This is from an interesting post over at Versus CluClu Land about how videogames could be compared to jazz. You should definitely have a read through it.
It got me thinking though about my manifesto (seriously, it is coming) and the kinds of videogames I like. I have noticed a general trend in Western videogame design towards empowering the player more and more in their games. In fact, a lack of this empowerment can sometimes be a detriment to the game's reception by the both reviewers and the general public. And, like my rant two posts ago about the kinds of people that play most videogames, it makes me wonder whether this is as a result of western society's values and ideals.
Individualism is prized highly in my own experience of the West, and it makes sense for them to want that in their videogames as well. In Nigeria, I am still not sure what exactly is prized here.

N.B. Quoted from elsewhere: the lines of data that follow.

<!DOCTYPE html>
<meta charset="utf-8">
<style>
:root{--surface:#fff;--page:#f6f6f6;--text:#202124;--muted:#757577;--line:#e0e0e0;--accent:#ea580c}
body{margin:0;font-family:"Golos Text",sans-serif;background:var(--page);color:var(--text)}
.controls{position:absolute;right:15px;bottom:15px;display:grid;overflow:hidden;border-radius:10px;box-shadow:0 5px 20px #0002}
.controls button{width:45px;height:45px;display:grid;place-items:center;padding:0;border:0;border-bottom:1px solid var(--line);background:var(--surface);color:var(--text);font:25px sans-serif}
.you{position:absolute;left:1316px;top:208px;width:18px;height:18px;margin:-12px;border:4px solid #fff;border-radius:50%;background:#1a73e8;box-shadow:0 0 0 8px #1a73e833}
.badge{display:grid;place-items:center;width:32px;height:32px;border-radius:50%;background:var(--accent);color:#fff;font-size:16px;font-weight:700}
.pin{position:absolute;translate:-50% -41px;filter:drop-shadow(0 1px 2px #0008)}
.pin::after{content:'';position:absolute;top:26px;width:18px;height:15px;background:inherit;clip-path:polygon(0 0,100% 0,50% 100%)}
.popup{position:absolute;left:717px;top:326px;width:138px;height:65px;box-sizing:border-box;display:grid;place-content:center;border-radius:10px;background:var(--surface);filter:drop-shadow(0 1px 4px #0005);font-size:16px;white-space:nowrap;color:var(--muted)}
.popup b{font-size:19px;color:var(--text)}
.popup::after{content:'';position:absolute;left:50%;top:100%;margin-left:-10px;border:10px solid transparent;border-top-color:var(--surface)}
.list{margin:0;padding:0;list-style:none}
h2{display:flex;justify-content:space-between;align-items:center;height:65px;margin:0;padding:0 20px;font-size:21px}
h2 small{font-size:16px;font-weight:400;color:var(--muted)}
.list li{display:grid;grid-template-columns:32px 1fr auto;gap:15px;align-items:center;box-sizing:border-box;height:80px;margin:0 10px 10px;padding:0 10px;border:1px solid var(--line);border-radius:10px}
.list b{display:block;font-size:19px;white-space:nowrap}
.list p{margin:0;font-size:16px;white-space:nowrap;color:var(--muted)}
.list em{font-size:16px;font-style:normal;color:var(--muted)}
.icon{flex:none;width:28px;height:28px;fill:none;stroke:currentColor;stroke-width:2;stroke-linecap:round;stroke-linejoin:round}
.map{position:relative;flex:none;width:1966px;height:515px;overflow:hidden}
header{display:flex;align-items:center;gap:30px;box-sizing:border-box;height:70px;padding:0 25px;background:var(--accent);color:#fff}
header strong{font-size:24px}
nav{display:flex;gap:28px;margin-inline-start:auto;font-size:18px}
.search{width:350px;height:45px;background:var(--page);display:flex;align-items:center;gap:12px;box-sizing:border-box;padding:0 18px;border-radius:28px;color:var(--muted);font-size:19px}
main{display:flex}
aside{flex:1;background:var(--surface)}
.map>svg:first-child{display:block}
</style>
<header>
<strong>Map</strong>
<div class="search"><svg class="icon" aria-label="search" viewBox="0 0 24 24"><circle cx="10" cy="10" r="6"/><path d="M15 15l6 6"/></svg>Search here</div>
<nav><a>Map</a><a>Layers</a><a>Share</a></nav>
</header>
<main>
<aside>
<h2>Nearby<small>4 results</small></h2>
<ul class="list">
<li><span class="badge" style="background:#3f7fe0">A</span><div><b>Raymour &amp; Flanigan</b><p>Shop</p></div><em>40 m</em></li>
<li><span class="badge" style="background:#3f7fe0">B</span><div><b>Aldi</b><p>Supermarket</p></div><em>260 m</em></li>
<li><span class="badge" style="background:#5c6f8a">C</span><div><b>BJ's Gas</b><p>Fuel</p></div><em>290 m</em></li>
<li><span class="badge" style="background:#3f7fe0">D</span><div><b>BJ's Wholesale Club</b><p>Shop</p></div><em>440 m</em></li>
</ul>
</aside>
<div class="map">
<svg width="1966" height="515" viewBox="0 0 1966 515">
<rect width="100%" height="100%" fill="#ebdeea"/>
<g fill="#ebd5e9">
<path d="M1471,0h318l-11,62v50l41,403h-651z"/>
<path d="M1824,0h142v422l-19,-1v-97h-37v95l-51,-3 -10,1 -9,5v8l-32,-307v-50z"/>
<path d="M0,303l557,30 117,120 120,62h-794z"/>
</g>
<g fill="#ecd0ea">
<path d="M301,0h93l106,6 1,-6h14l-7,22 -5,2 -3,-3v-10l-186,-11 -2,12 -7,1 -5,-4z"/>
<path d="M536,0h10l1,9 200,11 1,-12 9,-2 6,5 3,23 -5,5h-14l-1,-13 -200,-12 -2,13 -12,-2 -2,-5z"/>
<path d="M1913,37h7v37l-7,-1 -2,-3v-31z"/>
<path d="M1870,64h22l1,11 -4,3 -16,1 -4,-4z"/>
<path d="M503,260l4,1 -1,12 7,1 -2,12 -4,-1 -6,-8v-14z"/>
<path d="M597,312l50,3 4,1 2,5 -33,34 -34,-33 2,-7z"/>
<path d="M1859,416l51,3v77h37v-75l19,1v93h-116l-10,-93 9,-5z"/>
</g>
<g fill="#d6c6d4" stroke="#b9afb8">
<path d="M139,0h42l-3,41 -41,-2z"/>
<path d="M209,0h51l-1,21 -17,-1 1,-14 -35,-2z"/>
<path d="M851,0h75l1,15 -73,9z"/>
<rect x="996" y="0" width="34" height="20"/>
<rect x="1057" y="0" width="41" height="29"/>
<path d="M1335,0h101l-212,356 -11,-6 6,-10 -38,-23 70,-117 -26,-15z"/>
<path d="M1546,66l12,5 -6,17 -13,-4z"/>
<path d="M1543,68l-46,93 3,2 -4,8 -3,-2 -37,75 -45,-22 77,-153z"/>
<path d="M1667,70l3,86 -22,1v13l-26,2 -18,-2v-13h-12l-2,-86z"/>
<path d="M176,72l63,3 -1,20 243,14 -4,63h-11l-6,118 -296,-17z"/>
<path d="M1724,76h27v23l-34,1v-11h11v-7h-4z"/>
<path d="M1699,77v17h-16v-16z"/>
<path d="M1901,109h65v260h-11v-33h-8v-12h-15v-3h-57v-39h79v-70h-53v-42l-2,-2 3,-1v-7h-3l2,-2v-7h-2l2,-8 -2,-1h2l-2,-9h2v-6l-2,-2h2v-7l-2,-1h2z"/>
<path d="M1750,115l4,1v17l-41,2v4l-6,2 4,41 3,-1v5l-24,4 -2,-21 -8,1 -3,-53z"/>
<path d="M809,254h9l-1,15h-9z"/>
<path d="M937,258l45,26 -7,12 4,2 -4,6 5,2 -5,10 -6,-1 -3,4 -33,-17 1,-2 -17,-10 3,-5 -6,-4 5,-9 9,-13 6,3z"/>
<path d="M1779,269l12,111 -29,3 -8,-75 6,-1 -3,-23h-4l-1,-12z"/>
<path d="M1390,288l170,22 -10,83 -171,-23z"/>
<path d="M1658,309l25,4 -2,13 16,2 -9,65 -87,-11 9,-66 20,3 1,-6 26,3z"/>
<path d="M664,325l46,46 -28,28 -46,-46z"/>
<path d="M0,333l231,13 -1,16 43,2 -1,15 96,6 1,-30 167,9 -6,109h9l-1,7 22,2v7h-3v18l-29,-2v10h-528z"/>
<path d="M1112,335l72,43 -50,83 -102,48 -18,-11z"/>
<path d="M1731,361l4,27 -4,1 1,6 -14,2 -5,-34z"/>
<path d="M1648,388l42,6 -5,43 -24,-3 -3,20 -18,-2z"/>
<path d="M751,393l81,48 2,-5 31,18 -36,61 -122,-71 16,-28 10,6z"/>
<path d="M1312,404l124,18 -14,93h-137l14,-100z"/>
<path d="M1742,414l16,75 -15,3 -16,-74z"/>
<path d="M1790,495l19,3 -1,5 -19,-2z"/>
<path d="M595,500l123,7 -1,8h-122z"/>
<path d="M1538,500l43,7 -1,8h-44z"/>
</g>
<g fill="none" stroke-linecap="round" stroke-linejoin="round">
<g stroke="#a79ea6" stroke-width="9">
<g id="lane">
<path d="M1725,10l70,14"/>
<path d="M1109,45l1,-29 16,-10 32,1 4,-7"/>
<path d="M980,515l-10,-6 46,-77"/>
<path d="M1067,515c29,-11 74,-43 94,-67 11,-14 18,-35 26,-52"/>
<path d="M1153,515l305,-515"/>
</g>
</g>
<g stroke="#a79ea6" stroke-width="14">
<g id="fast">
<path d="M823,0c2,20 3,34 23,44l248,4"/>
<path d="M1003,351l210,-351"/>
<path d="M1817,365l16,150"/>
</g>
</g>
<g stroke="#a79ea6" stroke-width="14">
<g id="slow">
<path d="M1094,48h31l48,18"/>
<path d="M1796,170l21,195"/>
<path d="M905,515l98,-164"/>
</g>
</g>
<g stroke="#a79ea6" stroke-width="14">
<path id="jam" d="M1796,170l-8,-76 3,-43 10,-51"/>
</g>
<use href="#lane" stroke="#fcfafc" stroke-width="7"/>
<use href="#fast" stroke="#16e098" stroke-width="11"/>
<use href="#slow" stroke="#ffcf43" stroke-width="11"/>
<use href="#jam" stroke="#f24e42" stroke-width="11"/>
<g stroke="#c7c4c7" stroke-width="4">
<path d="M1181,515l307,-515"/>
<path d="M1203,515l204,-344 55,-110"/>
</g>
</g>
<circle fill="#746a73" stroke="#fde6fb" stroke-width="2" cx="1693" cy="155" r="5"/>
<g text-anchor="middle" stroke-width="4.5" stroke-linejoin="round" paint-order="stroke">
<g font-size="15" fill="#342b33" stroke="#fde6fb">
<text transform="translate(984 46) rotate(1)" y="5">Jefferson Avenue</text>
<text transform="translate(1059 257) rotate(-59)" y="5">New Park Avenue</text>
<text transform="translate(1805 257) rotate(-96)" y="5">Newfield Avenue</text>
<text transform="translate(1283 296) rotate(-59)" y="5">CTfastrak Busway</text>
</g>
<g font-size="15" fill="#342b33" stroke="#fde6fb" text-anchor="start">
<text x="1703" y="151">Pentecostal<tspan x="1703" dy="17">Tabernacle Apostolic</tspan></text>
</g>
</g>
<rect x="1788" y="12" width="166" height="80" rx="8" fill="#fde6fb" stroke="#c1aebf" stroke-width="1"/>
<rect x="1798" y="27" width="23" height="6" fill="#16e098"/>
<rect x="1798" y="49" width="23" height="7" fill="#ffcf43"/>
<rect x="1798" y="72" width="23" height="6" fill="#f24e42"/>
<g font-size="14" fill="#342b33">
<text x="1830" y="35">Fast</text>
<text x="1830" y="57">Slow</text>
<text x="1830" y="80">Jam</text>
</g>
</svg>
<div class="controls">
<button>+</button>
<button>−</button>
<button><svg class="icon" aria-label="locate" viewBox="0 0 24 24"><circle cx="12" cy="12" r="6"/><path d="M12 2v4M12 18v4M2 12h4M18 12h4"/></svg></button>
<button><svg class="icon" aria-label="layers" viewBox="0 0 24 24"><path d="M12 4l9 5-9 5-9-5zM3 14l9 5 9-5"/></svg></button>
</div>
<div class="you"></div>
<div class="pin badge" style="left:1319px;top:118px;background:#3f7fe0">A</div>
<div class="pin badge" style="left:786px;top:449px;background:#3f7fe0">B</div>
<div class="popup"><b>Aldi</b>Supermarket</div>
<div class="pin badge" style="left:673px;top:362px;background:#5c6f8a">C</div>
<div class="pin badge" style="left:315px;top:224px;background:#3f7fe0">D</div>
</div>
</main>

On the one hand, people expect conformity, and in fact too much individualism is generally frowned upon. You are a 'troublemaker' in most people's eyes if you want to forge ahead on your own too often. Women are expected to follow a proscribed path and behaviour, and men are fixed in their roles and their allowable faults. On the other though, people here speak their mind and do not kowtow to anybody when push comes to shove. We are a proud (and slightly arrogant) people. Our wants matter. What kinds of games would we make?
I want to make games that subvert the player's will. This I guess ties in with my mindset. Freedom is all well and good, but I believe that the freedom to do whatever one wants is not really true freedom at all. And feeling entitled to it is also quite frankly a bit immature I feel. If I can affect even just one player of any game I make, and have them look at what freedom is and alter their outlook on the world, I will be happy.

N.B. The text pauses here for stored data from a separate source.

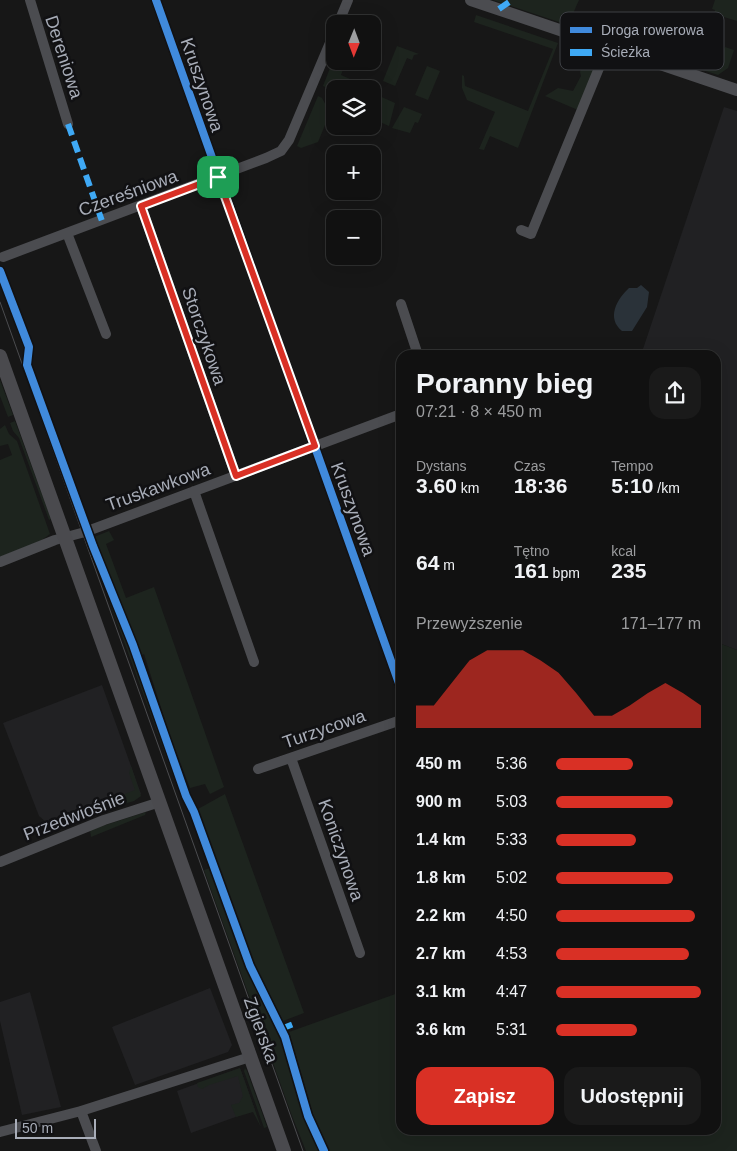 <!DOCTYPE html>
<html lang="pl">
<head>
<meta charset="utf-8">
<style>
	:root { --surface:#111; --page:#1a1a1a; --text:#f1f3f6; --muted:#9c9d9f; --line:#303131; --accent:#d93025 }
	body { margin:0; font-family:Helvetica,sans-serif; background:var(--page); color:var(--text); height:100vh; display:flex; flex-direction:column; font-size:19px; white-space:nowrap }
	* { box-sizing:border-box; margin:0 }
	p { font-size:16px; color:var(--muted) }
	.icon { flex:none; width:28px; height:28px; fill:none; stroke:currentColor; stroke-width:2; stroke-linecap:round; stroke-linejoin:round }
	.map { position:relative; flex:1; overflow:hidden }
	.details { position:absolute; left:396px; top:350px; width:325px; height:785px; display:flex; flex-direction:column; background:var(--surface); border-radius:15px; box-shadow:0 5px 20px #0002,0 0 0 1px var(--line) }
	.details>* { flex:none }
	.needle { width:32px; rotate:181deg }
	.buttons { position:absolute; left:326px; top:15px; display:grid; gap:10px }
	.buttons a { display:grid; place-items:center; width:55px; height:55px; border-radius:10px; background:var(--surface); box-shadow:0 5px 20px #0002,0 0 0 1px var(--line); font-size:25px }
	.scale { position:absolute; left:15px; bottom:12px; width:81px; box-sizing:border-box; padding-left:5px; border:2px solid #a8adb8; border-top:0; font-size:14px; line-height:18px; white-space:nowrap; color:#a8adb8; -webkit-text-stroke:4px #111113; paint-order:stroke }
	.pin { position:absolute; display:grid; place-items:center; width:42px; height:42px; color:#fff; margin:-21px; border-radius:10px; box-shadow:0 2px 8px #0006 }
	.round { display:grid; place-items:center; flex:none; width:52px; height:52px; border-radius:15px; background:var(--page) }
	.head { display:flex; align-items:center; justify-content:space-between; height:85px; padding:0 20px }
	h1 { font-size:28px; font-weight:600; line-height:38px }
	.figures { display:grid; grid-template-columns:repeat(3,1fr); gap:8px; height:85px; padding:5px 20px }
	.figures div { display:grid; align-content:center }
	.figures b { font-size:21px; font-weight:600 }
	.figures small { font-size:14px; font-weight:400 }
	.figures p { font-size:14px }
	.chart { height:140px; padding:10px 20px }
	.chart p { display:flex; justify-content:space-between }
	.chart svg { width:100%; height:90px; margin-top:5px; fill:var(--accent); opacity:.7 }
	.primary-button { display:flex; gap:10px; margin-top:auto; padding:10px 20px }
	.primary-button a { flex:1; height:58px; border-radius:15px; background:var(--accent); color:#fff; font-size:20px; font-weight:600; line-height:58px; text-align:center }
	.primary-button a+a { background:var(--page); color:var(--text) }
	ul { padding:0 20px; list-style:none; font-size:16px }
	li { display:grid; grid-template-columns:80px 60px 1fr; align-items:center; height:38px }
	li i { height:12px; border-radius:6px; background:var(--accent) }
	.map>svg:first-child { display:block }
	.built { fill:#212123 }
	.green { fill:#1d241e }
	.water { fill:#2a3239 }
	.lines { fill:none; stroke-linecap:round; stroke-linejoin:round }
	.minor { stroke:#4b4c50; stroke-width:10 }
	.tertiary { stroke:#4b4c50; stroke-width:12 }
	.secondary { stroke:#4a4a4e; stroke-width:14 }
	.tram { stroke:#4b4c4f; stroke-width:1 }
	.quiet { stroke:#3fa9f5; stroke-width:6; stroke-dasharray:12 6; stroke-linecap:butt }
	.cycleway-casing { stroke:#111113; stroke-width:11 }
	.cycleway { stroke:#408adc; stroke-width:8 }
	.route-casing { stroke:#fff; stroke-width:10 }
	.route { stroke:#d93025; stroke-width:6 }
	.labels { text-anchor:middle; stroke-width:5; stroke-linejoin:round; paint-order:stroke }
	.street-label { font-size:18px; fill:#a8adb8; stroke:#111113 }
	.key { fill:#111113; stroke:#3e4045; stroke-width:1 }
	.key-label { font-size:14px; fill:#a8adb8 }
</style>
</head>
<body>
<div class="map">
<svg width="737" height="1151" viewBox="0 0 737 1151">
	<rect width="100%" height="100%" fill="#171717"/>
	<!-- built -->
	<path class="built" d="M724,107L737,111V650L716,642V434L722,421L716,418V355H641Z
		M102,685L141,794L53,828L39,816L3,723Z
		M210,988L232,1045L228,1052L135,1085L112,1027Z
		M30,992L61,1107L22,1115L0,1021V1002Z
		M240,1068L255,1110L191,1133L177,1091Z"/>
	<!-- green -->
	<path class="green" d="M493,0H579L568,25Z
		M715,0H737V21L714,14L715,10L712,9Z
		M476,15L558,43L518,148L490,136L484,150L479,149L495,112L467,100L462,88V75L464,76L465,86L528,111L553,49L474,22Z
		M397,46L419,54L414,55L412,60L407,58L395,86L383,81Z
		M725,47L734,50L728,68L718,75L666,58L664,54L672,55L675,48L678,49L676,56L716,70Z
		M580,52L599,58L578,110L545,96L558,88L573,91L581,76L580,72L583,63L576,60Z
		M335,55V61H346L341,75L350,79L346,89L339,86L335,91L323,86Z
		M427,66L440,71L428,100L415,95Z
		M377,95L395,103L389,126L373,119V105Z
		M318,96L322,98L330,113L318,142L301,148L297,146Z
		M404,107L422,114L418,123L415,122L410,133L392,128Z
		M0,277L28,348L27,359L0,283Z
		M0,380L13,415L8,417L0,396Z
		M15,421L51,519L49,520L19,438L13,431L10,423Z
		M5,425L9,434L17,441L50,534L42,540L0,557V460L12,455L8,444L0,446V429Z
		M109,531L114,540L106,544L126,598L154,587L224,787L210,794L205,784L190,788L171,739L144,654L142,655L94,537Z
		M86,537L109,586L176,775L173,776Z
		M716,642L737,650V1151H330L313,1114L289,1032L401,992V1130H716Z
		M131,766L141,796L134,801L96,812L92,807L135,790L129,773Z
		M225,794L304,1013L283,1021L254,963L198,809Z
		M146,812L145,815L91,837L90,830Z
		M192,812L248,967L284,1038L307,1117L322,1151H306L292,1116L204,870L210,868Z
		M240,1068L261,1127L253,1112L236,1117L231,1105L239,1103L243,1096L238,1076L209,1085L202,1089L198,1087L197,1083Z
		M245,1068L247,1071L267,1127L264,1128L244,1071Z"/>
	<!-- water -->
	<path class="water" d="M641,285L649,292L647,307L632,331H622C606,318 617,299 629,288H637Z"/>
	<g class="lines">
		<!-- minor -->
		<path class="minor" d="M30,0L68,124
			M156,0L401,689
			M338,24L348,0
			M141,206L236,476
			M521,230L531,234L608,46
			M67,233L106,334
			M3,257L266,158L281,151L289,140L335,31
			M401,304L418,355
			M194,491L254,662
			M0,562L55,540L85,532L401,414
			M291,758L360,953
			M258,769L401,720
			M0,862L104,820L160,802
			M81,1111L96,1151
			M0,1132L81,1111L250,1057"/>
		<!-- tertiary -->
		<path class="tertiary" d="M471,0L737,90"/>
		<!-- secondary -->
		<path class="secondary" d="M0,356L284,1151"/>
		<!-- tram -->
		<path class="tram" d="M0,302L303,1151"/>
		<!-- quiet -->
		<path class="quiet" d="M499,9L512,0
			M68,124L102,221
			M281,1029L296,1023"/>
		<defs>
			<path id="cycleway" d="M156,0L401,689
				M0,271L29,347L27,365L93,546L133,645L186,796L194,812L250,966L285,1037L308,1116L324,1151"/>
		</defs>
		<!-- cycleway casing -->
		<use href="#cycleway" class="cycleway-casing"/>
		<!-- cycleway -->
		<use href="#cycleway" class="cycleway"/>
	</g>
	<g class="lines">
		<defs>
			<path id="route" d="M218,177L315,446L236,476L141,206Z"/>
		</defs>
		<!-- route casing -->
		<use href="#route" class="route-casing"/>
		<!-- route -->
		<use href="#route" class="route"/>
	</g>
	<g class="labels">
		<!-- street labels -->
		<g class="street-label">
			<text transform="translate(64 57) rotate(72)" y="6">Dereniowa</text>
			<text transform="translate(202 85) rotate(71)" y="6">Kruszynowa</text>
			<text transform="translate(128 193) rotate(-20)" y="6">Czereśniowa</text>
			<text transform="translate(204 336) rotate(71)" y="6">Storczykowa</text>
			<text transform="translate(158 487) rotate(-20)" y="6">Truskawkowa</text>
			<text transform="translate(353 509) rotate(70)" y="6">Kruszynowa</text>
			<text transform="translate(324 729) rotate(-19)" y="6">Turzycowa</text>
			<text transform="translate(74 816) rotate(-21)" y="6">Przedwiośnie</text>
			<text transform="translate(341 850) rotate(71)" y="6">Koniczynowa</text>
			<text transform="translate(261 1030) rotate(70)" y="6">Zgierska</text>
		</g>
	</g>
	<!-- legend -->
	<rect x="560" y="12" width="164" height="58" rx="8" class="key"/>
	<rect x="570" y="27" width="22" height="6" fill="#408adc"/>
	<rect x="570" y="49" width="22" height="7" fill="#3fa9f5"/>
	<g class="key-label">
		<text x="601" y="35">Droga rowerowa</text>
		<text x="601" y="57">Ścieżka</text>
	</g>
</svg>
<div class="buttons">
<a><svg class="needle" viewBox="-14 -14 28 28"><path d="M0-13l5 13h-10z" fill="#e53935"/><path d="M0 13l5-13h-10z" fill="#9c9d9f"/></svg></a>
<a><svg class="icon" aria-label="layers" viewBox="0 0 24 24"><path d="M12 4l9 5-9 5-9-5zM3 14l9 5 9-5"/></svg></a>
<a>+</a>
<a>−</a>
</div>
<div class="scale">50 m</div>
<div class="pin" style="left:218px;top:177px;background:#1e9e55"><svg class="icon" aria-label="arrive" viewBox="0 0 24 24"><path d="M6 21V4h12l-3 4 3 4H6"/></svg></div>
<section class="details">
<div class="head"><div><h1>Poranny bieg</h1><p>07:21 · 8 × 450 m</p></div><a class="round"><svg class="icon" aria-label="share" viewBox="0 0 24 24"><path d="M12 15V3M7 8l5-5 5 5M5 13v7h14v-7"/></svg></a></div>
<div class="figures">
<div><p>Dystans</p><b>3.60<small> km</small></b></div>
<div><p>Czas</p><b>18:36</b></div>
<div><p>Tempo</p><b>5:10<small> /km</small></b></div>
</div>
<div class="figures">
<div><b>64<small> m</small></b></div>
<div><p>Tętno</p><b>161<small> bpm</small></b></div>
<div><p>kcal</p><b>235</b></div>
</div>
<div class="chart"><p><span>Przewyższenie</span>171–177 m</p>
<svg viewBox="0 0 160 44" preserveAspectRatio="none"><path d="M0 44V33L10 33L20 22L30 11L40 6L50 6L60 6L70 11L80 17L90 27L100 38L110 38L120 33L130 27L140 22L150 27L160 33V44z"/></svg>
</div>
<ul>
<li><b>450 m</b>5:36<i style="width:53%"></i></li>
<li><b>900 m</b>5:03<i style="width:81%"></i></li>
<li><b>1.4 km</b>5:33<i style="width:55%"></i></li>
<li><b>1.8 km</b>5:02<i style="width:81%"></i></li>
<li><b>2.2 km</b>4:50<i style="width:96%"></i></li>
<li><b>2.7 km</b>4:53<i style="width:92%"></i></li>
<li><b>3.1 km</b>4:47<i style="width:100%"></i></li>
<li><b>3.6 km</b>5:31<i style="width:56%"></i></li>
</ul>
<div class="primary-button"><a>Zapisz</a><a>Udostępnij</a></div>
</section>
</div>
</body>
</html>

Great jazz music can make one look at one's life, and playing and listening to jazz can lead to a greater expression and appreciation of higher things. I think something like Killer 7 is like both kinds of jazz. There may be only one way to play it, but at the end, everyone has their own idea of what happened in the story and why they were doing what they were doing. This may be the ideal to follow. Neither classicist nor improvisational jazz is basically necessarily better than the other, so maybe fusing the two into some sort of complementary paradox is the way for me.